* [Your task]: Set down the data below from its first line to the line holding "font-size:26px; font-weight:400; color:var(--muted)", inclusive; omit all pictures.

* [Material to process]:
◆ ◆ ◆ ◆
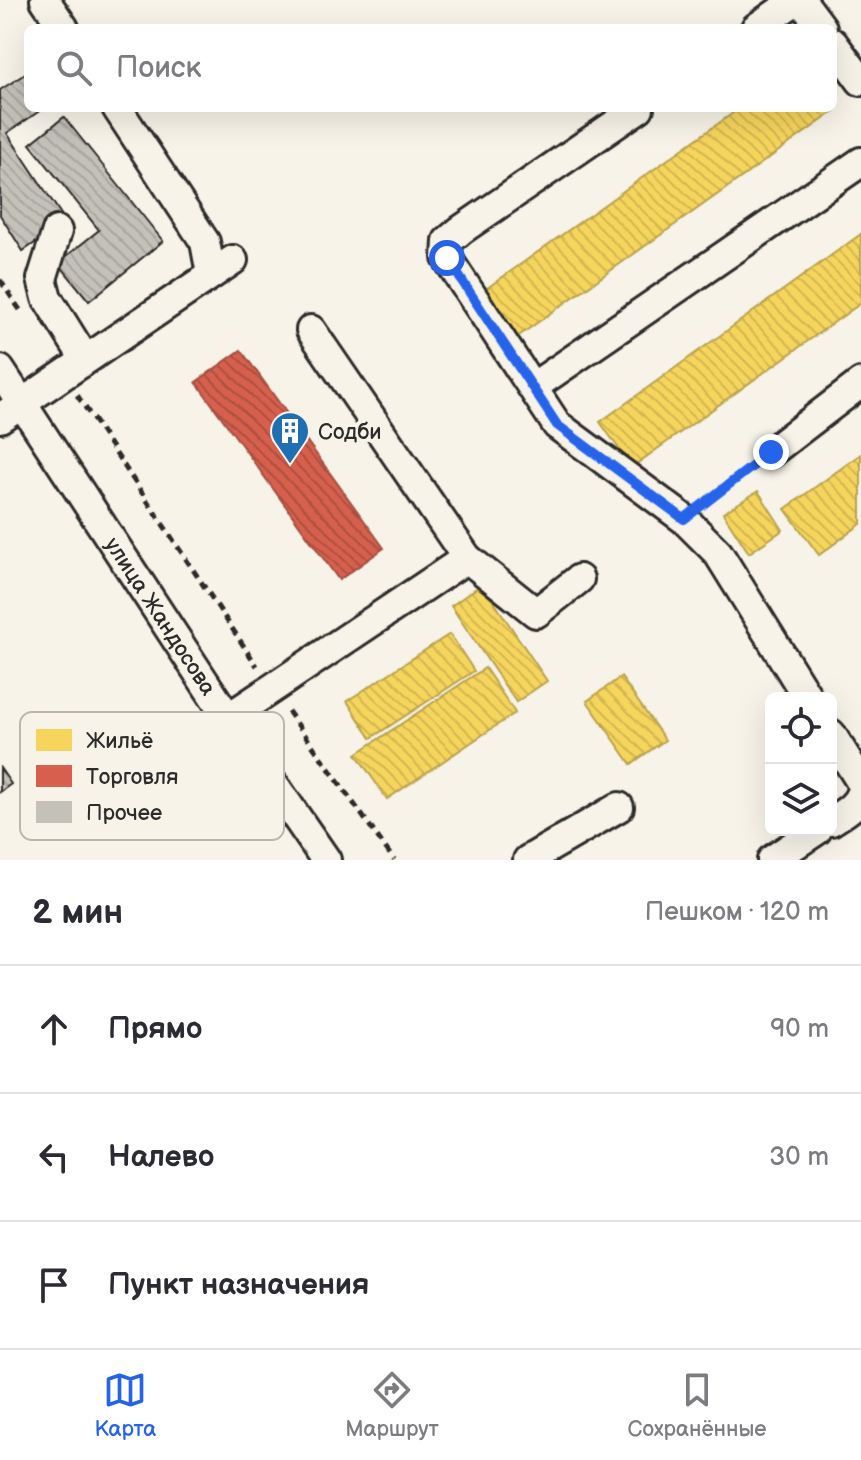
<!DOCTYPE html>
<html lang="ru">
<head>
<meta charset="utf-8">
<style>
  :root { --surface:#fff; --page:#f2f2f3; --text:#2b2b33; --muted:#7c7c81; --line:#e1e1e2; --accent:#2563eb }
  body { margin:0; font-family:"Balsamiq Sans",sans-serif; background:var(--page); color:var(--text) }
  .controls { position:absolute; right:24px; bottom:24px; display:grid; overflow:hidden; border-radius:12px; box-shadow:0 8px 32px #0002 }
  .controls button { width:72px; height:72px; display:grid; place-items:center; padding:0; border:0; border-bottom:2px solid var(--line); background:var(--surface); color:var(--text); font:40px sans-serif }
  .stop { position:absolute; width:24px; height:24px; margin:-18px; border:6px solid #2563eb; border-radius:50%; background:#fff }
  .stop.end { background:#2563eb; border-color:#fff; box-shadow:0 2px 8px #0008 }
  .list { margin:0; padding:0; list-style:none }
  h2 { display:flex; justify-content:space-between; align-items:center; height:104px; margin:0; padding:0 32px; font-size:34px }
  h2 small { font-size:26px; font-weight:400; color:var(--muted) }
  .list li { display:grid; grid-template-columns:52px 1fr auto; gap:24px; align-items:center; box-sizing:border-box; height:128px; padding:0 32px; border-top:2px solid var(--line) }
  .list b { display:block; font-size:30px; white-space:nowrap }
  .list em { font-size:26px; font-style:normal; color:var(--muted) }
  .icon { flex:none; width:44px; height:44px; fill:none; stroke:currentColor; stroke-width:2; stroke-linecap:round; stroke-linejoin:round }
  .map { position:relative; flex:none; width:861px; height:860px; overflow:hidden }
  .search { position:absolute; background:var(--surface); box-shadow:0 8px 32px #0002; left:24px; right:24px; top:24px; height:88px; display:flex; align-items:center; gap:20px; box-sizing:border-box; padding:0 28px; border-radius:12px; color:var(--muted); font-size:30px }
  .sheet { height:488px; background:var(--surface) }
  nav { display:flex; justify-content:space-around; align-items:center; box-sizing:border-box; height:112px; border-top:2px solid var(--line); background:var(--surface); font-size:22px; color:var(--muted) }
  nav a { display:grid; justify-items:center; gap:4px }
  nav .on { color:var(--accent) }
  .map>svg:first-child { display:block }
  .homes { fill:url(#homes-back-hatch); stroke:#b9a24d; stroke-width:2 }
  .shops { fill:url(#shops-back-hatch); stroke:#a35043; stroke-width:2 }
  .building { fill:url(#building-back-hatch); stroke:#2b2b2b; stroke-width:2 }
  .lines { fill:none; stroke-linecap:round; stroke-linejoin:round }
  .minor-casing { stroke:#2b2b2b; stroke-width:34 }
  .path { stroke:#2b2b2b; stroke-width:5; stroke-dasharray:8 6; stroke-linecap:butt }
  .minor { stroke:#f7f3e8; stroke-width:28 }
  .route { stroke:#2563eb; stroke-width:10 }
  .labels { text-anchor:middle; stroke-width:8; stroke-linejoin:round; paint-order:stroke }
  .poi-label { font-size:22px; fill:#2b2b2b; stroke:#f7f3e8; text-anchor:start }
  .street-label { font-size:22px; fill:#2b2b2b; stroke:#f7f3e8 }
  .key { fill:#f7f3e8; stroke:#bab7af; stroke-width:2 }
  .key-label { font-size:22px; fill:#2b2b2b }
</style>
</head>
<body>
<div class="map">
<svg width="861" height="860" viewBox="0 0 861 860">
  <defs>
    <pattern id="homes-back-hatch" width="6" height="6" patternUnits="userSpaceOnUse" patternTransform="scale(2)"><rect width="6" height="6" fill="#f6d55c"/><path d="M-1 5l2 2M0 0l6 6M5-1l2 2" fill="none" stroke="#d3b750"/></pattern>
    <pattern id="shops-back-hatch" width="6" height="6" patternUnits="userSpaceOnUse" patternTransform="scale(2)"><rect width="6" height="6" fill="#d6604d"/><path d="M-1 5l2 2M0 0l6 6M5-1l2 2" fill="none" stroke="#ae4f40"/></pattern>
    <pattern id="building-back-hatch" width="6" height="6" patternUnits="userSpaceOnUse" patternTransform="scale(2)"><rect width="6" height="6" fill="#c4c1b9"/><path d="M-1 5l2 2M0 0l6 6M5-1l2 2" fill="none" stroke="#a9a69f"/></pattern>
  </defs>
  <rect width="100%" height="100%" fill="#f7f3e8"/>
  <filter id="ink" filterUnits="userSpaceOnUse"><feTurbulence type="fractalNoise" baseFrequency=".0125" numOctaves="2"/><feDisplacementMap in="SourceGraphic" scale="16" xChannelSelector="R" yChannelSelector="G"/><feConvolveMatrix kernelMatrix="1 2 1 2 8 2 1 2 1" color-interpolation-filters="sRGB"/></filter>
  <g filter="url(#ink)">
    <g class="homes">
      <polygon points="740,108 833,108 835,111 510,342 476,296"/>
      <polygon points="861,234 861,303 632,467 600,422"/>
      <polygon points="861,454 861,524 819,555 785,509"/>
      <polygon points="758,491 783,530 749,553 723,513"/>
      <polygon points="482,584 547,681 516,702 451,606"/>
      <polygon points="450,634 474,671 371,738 347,701"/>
      <polygon points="485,668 515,713 387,799 356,754"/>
      <polygon points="621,677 665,740 631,764 587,701"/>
    </g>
    <polygon class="shops" points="241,350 384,548 339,580 196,382"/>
    <g class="building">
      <polygon points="28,72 28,108 44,108 7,133 66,222 23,251 0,215 0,90"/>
      <polygon points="64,117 163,241 89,301 58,263 99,230 30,144"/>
      <polygon points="0,768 11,784 0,792"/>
    </g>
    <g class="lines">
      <g class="minor-casing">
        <g id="minor">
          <polyline points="45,0 64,28"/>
          <polyline points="801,0 822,28"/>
          <polyline points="756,28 796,0"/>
          <polyline points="833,43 861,81"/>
          <polyline points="117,108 205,242 211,274"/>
          <polyline points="639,108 461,230 448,241 447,258 557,425 684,519 718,553 808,698"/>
          <polyline points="57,231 42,279 47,298 85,359"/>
          <polyline points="311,330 467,558 536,613 579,579"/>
          <path id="s1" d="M0 370 228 718 326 860"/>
          <polyline points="533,387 861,162"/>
          <polyline points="0,418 233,260"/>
          <polyline points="771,452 861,383"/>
          <polyline points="228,718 467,558"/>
          <polyline points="831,734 861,782"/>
          <path d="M831 821C843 813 856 807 861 793"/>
          <polyline points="528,860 619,807"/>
          <polyline points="772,860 817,830"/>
        </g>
      </g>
      <g class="path">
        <polyline points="0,280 20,310"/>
        <polyline points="77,395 257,666"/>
        <polyline points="704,503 750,468"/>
        <polyline points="288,711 394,860"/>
      </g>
      <use href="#minor" class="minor"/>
    </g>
  </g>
  <g class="lines" filter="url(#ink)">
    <polyline class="route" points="447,258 557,425 684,519 771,452"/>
  </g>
  <defs>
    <g id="building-pin" transform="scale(2)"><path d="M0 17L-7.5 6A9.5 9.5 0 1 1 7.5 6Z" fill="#1f6fb2" stroke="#f7f3e8"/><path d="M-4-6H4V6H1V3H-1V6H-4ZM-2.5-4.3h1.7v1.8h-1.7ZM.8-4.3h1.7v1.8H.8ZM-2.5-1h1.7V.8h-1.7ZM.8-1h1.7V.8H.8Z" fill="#fff"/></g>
  </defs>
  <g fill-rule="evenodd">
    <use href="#building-pin" x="290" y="431"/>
  </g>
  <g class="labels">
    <g class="poi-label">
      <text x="318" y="439">Содби</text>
    </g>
    <g class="street-label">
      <text dy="8" stroke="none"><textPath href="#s1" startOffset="294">улица Жандосова</textPath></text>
    </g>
  </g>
  <rect x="20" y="712" width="264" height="128" rx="12" class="key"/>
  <rect x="36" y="729" width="36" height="22" fill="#f6d55c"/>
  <rect x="36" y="765" width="36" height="22" fill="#d6604d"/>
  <rect x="36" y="801" width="36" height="22" fill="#c4c1b9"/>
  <g class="key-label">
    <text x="86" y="748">Жильё</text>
    <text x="86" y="784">Торговля</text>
    <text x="86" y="820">Прочее</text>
  </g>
</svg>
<div class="controls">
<button><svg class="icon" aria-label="locate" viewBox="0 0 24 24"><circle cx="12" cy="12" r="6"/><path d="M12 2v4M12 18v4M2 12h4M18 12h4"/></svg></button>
<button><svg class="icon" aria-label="layers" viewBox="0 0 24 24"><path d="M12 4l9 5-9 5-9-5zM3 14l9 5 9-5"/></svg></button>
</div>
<div class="stop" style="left:447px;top:258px"></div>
<div class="stop end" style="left:771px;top:452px"></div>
<div class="search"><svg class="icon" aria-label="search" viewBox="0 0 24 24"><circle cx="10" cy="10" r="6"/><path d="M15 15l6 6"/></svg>Поиск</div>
</div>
<section class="sheet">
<h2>2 мин<small>Пешком · 120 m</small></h2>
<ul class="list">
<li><svg class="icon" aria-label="ahead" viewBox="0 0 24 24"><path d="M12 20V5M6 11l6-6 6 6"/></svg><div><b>Прямо</b></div><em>90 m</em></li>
<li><svg class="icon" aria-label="left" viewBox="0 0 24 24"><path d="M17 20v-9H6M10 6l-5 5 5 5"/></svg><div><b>Налево</b></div><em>30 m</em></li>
<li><svg class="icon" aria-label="arrive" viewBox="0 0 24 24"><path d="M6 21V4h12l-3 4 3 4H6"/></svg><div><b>Пункт назначения</b></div></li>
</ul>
</section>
<nav>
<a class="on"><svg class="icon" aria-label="map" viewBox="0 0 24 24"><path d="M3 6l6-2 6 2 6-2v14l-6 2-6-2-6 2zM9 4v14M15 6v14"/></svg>Карта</a>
<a><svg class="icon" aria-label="directions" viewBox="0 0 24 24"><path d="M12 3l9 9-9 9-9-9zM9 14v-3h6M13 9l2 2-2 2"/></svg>Маршрут</a>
<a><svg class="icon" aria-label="saved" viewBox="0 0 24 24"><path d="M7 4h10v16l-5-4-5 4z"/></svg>Сохранённые</a>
</nav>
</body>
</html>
◆ ◆ ◆ ◆
* [Solution to this exercise]:
<!DOCTYPE html>
<html lang="ru">
<head>
<meta charset="utf-8">
<style>
  :root { --surface:#fff; --page:#f2f2f3; --text:#2b2b33; --muted:#7c7c81; --line:#e1e1e2; --accent:#2563eb }
  body { margin:0; font-family:"Balsamiq Sans",sans-serif; background:var(--page); color:var(--text) }
  .controls { position:absolute; right:24px; bottom:24px; display:grid; overflow:hidden; border-radius:12px; box-shadow:0 8px 32px #0002 }
  .controls button { width:72px; height:72px; display:grid; place-items:center; padding:0; border:0; border-bottom:2px solid var(--line); background:var(--surface); color:var(--text); font:40px sans-serif }
  .stop { position:absolute; width:24px; height:24px; margin:-18px; border:6px solid #2563eb; border-radius:50%; background:#fff }
  .stop.end { background:#2563eb; border-color:#fff; box-shadow:0 2px 8px #0008 }
  .list { margin:0; padding:0; list-style:none }
  h2 { display:flex; justify-content:space-between; align-items:center; height:104px; margin:0; padding:0 32px; font-size:34px }
  h2 small { font-size:26px; font-weight:400; color:var(--muted) }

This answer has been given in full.